**What the task requires:**
Check every line of the material below for the string "Santhosh", and return the ones that have it.

**Data for the task:**

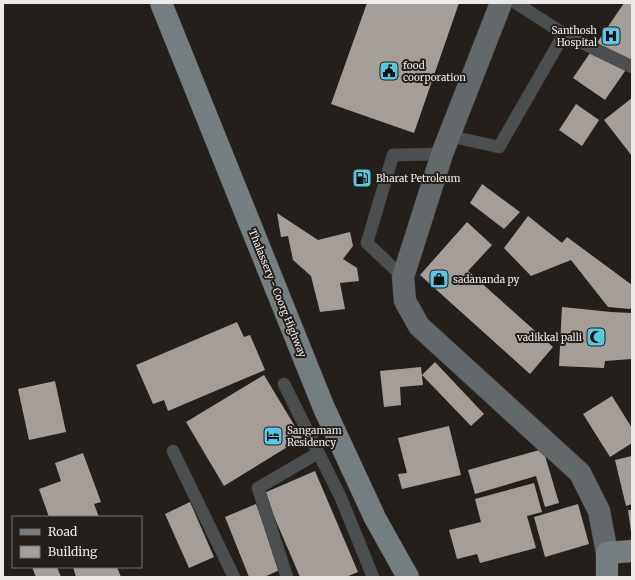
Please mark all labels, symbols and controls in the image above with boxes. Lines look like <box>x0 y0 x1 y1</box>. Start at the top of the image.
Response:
place label: Santhosh Hospital <box>551 24 597 49</box>
hospital icon: Santhosh Hospital <box>600 25 622 47</box>
place label: food coorporation <box>403 59 466 84</box>
public building icon: food coorporation <box>378 60 400 82</box>
fuel station icon: Bharat Petroleum <box>351 167 373 189</box>
place label: Bharat Petroleum <box>376 172 461 185</box>
street label: Thalassery - Coorg Highway <box>246 227 309 359</box>
shop icon: sadananda py <box>428 268 450 290</box>
place label: sadananda py <box>453 273 520 286</box>
mosque icon: vadikkal palli <box>585 326 607 348</box>
place label: vadikkal palli <box>516 331 582 344</box>
place label: Sangamam Residency <box>287 424 342 449</box>
hotel icon: Sangamam Residency <box>262 425 284 447</box>
legend <box>12 516 142 568</box>
text: Road <box>48 524 77 539</box>
text: Building <box>48 544 98 559</box>

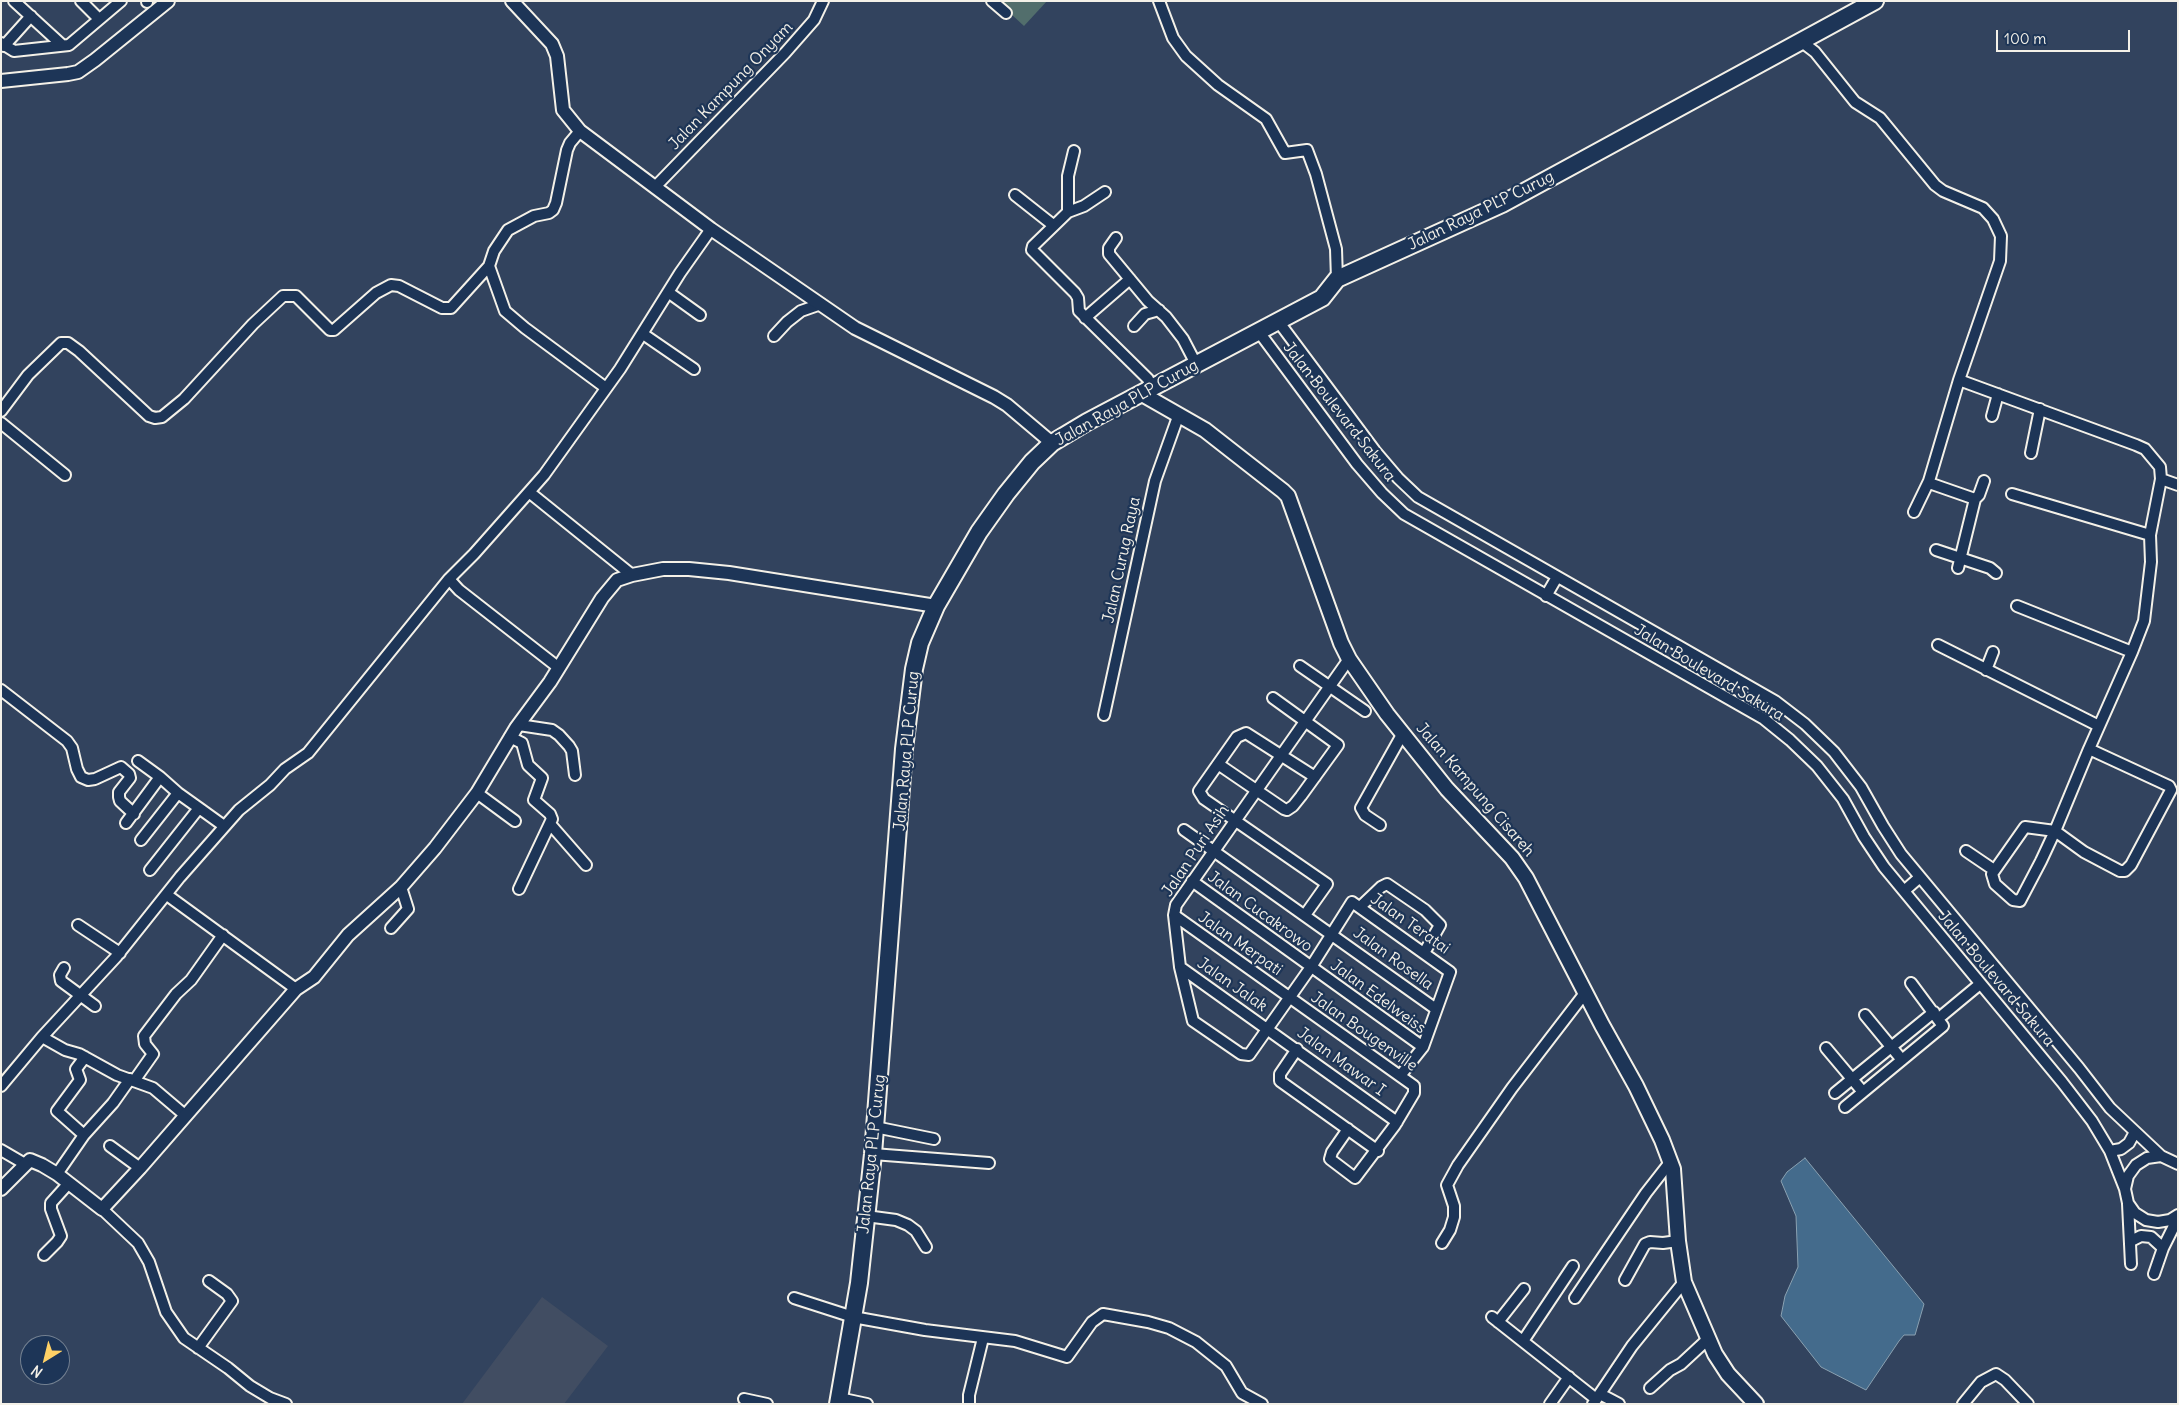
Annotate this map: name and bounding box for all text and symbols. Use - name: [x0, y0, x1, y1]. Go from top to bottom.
- street label: Jalan Kampung Onyam: [665, 18, 797, 154]
- scale bar: [1999, 20, 2133, 52]
- text: 100 m: [2004, 29, 2046, 48]
- street label: Jalan Raya PLP Curug: [1405, 167, 1557, 255]
- street label: Jalan Boulevard Sakura: [1279, 339, 1399, 485]
- street label: Jalan Raya PLP Curug: [1052, 356, 1202, 450]
- street label: Jalan Curug Raya: [1099, 495, 1145, 625]
- street label: Jalan Boulevard Sakura: [1631, 621, 1787, 725]
- street label: Jalan Raya PLP Curug: [890, 670, 924, 832]
- street label: Jalan Kampung Cisareh: [1412, 719, 1538, 861]
- street label: Jalan Puri Asih: [1158, 802, 1234, 900]
- street label: Jalan Cucakrowo: [1204, 868, 1316, 956]
- street label: Jalan Teratai: [1367, 890, 1453, 958]
- street label: Jalan Boulevard Sakura: [1934, 907, 2058, 1051]
- street label: Jalan Merpati: [1194, 908, 1286, 980]
- street label: Jalan Rosella: [1349, 924, 1437, 994]
- street label: Jalan Jalak: [1193, 954, 1271, 1016]
- street label: Jalan Edelweiss: [1327, 956, 1429, 1038]
- street label: Jalan Bougenville: [1307, 988, 1421, 1076]
- street label: Jalan Mawar I: [1293, 1024, 1389, 1100]
- street label: Jalan Raya PLP Curug: [854, 1073, 890, 1235]
- north arrow: [20, 1335, 70, 1385]
- text: N: [28, 1361, 46, 1381]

**Finished task:**
place label: Santhosh Hospital <box>551 24 597 49</box>
hospital icon: Santhosh Hospital <box>600 25 622 47</box>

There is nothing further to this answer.